As mentioned before, Origins uses prerendered backgrounds. Because Origins takes place in the same world as the original, you will tread on a lot of familiar ground. The art style still holds up fairly well today, but a good amount of the back drops are a bit blurry. Some of the new areas look great including a town thats backgrounds consist entirely of clay models, but on the other hand a lot the new areas are typical RPG fare and are bland. Many of the more interesting areas from the first game don’t make an appearance either, which is a bit disappointing. Character models look decent, but many of the models don’t exactly match up with characters portraits. Most of the NPCs used are recycled character models from the original title. Overall there is not much of a improvement from the first game visually. On the other hand Origins’ voice acting is superior to the original, but you will still hear some voices, mainly that of the children, which will make you want to mute your T.V. Thankfully the opposite can be said for Origins’ sound track; it does come up a bit short compared to the originals, but it is far from terrible. Some familiar songs return and some are remixed. Quite a few new tracks appear as well and their presence is welcome, but they never hit the level of the originals sound track.
As with most RPGs, Baten Kaitos Origins takes around fifty hours to complete if you take your time through the main quest and stop and dabble in some side quests. There’s a Colosseum with preset matches in which you can fight along with some quests where you can get some extra cards for battle. Optional boss battles are available and if you want the real ending you will need to defeat them all before finishing the game. Last and probably the least is New Game + which is simply restarting the game with certain aspects of your past file transferring over. Needless to say, Baten Kaitos Origins probably isn’t a title you will be popping into your Gamecube or Wii much after the credits have rolled.
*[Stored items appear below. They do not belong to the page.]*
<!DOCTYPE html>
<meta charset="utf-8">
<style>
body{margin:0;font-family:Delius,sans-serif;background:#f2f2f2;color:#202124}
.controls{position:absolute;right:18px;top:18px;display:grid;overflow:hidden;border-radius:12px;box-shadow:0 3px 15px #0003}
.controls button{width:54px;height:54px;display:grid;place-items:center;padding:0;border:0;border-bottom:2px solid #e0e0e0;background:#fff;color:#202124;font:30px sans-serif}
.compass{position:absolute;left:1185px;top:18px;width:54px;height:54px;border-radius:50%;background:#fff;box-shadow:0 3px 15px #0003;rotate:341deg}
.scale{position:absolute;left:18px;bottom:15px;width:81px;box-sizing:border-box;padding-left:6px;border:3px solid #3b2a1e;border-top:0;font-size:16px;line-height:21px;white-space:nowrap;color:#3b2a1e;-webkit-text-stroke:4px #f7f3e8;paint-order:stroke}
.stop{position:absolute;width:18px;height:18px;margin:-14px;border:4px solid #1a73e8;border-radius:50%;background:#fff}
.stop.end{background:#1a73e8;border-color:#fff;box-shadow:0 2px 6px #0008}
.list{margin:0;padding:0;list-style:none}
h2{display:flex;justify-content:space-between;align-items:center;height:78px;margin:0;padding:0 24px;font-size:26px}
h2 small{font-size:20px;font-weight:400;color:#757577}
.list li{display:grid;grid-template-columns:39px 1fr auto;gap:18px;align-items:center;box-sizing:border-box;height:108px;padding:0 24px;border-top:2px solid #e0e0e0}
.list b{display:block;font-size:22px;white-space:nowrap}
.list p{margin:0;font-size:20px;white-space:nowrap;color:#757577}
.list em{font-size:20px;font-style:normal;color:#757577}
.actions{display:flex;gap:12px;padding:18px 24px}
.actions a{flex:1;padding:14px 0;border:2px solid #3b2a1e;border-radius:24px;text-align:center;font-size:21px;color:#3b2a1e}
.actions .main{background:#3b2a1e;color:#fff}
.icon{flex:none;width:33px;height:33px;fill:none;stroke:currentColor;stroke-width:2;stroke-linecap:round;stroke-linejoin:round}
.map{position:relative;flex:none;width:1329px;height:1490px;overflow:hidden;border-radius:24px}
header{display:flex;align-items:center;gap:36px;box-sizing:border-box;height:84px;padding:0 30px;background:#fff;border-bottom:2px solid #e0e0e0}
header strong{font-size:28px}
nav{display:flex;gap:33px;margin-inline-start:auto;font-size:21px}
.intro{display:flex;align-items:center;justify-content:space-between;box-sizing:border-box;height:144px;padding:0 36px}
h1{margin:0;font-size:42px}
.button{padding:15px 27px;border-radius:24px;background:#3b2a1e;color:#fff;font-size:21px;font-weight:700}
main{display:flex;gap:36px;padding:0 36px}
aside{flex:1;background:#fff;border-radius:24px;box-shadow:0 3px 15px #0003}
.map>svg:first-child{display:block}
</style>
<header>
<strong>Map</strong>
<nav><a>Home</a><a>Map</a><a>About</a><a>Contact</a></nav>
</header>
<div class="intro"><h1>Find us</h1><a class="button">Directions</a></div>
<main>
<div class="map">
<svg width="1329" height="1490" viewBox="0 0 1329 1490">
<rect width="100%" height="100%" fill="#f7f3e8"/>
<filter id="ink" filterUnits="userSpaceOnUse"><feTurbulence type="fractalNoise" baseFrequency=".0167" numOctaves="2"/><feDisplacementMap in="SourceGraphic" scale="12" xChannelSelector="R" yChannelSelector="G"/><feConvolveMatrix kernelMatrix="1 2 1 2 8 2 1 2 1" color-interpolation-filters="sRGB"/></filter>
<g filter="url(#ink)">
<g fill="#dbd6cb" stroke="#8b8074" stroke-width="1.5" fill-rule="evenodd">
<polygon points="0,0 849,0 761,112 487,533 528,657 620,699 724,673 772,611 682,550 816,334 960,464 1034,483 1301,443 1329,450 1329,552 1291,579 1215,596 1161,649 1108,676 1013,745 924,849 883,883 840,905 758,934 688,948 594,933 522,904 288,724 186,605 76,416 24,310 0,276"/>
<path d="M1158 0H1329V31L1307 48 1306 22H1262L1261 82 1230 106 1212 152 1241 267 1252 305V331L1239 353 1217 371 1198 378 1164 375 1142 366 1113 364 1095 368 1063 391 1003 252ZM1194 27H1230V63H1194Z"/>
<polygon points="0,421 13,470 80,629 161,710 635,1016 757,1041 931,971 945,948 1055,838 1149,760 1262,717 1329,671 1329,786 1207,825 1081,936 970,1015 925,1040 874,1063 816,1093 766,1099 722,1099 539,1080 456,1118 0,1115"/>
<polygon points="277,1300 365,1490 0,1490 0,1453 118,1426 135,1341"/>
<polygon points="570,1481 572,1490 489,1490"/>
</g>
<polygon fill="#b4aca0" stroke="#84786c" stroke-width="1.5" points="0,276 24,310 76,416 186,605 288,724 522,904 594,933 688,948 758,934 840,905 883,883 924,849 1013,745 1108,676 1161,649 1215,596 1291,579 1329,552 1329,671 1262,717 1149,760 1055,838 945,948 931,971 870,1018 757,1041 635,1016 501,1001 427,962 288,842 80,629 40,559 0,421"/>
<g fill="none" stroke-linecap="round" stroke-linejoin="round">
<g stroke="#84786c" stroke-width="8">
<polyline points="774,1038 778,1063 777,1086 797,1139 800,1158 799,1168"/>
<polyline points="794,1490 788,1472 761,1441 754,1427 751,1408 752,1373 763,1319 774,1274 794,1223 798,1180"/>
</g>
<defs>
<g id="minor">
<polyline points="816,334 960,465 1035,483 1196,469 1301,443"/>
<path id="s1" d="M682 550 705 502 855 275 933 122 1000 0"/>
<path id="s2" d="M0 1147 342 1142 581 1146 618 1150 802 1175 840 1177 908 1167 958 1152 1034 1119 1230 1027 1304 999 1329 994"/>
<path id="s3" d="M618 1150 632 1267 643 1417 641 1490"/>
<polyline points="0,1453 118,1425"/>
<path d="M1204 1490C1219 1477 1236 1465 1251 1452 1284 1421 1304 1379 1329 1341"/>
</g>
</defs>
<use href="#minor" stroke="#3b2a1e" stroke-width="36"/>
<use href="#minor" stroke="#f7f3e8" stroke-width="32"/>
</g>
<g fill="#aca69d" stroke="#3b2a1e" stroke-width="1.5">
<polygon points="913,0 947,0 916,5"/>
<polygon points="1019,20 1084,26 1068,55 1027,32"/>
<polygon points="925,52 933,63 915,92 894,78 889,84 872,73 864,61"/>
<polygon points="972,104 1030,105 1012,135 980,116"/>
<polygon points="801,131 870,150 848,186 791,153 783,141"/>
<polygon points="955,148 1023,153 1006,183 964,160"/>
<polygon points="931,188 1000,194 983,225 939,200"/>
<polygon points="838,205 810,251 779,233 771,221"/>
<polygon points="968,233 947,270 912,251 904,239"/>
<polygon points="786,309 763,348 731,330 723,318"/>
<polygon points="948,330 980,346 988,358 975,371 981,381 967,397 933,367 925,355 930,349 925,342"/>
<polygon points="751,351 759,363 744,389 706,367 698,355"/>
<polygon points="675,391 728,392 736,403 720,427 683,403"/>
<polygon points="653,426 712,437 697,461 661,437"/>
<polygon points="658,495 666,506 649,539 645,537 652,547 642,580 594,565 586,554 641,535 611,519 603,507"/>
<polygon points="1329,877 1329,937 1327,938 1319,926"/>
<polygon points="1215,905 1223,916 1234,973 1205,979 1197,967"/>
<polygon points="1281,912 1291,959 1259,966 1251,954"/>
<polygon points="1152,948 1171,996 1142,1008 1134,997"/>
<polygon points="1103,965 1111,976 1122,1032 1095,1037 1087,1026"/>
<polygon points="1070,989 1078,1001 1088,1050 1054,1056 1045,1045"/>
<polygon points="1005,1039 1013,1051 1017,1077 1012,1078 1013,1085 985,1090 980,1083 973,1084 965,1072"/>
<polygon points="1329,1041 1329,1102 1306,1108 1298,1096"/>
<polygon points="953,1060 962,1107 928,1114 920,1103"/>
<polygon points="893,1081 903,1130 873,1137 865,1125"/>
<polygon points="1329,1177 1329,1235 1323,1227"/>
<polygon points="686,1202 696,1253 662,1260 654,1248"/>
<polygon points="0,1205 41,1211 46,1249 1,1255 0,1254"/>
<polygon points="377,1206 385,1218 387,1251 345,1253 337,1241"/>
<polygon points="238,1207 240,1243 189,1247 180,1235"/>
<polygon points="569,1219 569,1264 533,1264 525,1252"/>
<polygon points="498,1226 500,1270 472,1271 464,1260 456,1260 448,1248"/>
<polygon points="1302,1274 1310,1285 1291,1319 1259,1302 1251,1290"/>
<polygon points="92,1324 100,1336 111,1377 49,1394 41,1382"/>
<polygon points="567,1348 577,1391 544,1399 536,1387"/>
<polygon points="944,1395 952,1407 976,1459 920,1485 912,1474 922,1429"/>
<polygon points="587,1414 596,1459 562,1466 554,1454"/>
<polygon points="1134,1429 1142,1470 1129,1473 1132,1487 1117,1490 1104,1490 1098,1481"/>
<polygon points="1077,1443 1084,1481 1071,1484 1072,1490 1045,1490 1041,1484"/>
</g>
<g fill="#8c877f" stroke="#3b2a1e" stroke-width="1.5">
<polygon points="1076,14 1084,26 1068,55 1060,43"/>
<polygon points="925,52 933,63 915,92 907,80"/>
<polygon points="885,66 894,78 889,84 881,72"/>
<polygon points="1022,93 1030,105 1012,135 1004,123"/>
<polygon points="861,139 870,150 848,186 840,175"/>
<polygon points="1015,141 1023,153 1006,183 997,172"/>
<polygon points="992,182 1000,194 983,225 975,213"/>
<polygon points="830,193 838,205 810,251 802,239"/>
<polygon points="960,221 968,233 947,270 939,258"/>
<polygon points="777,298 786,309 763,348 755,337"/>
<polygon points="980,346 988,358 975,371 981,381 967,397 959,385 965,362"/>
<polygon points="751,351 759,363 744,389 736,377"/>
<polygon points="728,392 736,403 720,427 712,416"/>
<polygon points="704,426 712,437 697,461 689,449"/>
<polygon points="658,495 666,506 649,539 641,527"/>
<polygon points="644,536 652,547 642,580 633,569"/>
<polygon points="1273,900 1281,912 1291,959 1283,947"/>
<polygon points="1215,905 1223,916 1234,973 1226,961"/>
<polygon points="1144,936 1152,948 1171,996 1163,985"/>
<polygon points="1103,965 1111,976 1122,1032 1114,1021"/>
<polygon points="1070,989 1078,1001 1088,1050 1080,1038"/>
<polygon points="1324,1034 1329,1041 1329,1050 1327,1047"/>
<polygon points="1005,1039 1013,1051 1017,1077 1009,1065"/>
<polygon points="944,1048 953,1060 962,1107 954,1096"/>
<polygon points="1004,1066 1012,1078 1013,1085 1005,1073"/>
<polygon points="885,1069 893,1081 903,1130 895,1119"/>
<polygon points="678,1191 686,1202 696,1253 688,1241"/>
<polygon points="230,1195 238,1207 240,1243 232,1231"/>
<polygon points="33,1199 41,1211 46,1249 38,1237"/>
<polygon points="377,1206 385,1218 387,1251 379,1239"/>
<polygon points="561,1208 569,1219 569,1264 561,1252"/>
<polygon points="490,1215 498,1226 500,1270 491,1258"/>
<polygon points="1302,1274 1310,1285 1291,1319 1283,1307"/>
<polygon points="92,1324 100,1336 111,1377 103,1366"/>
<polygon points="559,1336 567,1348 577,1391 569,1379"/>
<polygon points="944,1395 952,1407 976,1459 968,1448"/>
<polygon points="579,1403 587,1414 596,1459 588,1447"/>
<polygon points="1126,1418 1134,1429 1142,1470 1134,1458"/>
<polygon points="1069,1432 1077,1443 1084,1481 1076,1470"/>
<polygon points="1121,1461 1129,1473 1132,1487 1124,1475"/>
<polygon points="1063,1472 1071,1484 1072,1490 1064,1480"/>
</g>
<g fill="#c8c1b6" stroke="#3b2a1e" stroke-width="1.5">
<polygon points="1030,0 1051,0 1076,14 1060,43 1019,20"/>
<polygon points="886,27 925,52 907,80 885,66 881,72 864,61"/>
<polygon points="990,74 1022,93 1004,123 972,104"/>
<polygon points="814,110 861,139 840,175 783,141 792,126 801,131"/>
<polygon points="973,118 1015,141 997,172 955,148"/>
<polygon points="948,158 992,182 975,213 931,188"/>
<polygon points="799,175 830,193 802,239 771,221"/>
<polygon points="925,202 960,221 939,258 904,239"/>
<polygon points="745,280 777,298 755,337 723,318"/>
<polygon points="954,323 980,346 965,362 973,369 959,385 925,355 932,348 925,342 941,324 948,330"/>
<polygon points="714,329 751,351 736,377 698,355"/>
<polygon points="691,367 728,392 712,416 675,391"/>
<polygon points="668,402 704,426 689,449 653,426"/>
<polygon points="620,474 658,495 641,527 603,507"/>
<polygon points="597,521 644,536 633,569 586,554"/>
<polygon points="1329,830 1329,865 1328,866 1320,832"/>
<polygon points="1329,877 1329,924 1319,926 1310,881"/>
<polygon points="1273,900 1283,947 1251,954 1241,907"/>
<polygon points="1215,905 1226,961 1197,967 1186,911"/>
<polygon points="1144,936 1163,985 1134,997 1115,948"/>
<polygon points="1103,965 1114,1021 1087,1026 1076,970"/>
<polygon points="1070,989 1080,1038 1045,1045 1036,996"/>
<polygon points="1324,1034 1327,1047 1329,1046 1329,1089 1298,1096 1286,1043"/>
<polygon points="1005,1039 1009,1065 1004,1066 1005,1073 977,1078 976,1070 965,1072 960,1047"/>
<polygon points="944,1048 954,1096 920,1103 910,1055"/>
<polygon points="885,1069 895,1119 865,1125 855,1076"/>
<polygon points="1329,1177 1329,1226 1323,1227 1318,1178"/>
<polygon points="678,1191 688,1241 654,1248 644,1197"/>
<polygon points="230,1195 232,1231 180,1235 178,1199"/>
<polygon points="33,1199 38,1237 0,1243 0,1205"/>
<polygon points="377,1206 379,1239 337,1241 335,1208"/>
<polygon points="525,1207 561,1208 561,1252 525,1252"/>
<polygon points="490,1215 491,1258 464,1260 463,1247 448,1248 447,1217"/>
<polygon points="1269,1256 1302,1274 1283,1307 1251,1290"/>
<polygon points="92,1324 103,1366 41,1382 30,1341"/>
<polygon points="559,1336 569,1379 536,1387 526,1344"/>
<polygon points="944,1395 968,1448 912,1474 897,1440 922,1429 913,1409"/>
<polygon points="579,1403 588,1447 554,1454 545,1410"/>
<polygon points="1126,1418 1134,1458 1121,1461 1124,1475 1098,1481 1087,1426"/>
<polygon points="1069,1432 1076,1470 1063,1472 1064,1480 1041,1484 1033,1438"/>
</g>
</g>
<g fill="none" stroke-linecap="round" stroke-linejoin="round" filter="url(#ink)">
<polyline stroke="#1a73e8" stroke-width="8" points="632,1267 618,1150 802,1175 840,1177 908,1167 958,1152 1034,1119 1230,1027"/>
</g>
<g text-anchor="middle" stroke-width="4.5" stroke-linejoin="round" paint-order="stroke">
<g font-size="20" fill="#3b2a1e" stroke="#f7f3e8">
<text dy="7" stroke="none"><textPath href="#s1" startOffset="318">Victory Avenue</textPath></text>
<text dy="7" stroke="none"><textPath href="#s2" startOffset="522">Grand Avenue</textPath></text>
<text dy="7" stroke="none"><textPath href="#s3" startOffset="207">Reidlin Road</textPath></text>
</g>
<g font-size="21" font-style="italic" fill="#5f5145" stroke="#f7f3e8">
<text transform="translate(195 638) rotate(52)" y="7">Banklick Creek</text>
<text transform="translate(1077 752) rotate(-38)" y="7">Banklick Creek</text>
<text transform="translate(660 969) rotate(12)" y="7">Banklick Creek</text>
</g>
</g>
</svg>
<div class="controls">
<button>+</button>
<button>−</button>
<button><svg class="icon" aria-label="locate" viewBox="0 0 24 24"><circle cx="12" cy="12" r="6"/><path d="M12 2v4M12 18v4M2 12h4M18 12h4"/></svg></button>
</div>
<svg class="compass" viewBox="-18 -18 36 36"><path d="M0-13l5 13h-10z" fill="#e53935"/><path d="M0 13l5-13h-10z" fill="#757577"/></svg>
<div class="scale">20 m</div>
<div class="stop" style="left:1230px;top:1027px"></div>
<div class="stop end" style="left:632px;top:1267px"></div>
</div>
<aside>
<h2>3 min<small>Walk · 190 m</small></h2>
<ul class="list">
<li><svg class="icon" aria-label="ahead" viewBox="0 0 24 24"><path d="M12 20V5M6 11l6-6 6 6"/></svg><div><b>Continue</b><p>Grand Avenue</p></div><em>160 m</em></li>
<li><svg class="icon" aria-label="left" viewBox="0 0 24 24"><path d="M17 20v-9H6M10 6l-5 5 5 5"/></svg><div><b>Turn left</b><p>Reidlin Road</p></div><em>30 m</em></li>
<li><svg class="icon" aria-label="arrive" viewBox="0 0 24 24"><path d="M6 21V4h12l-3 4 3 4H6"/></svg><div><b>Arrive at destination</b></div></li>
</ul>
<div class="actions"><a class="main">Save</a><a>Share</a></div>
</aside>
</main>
Origins definitely isn’t the best RPG on the Gamecube, but it is a good one and complements the system’s small RPG library fairly well. If you can get over the less then stellar voice acting and some typical JRPG drama then you should give Baten Kaitos: Origins a shot. Fans of the first Baten Kaitos may not like the new battle system, but those who did not like the original may find a new light in Origins’ battle system. The games graphics consist of a lot of recycled assets which make it feels like a budget title, and indeed you should probably pay a budget price for it. amazon.com is currently selling Baten Kaitos Origins for around $20.00 new so it is definitely worth the price for anyone looking for a JRPG with a twist on the combat system.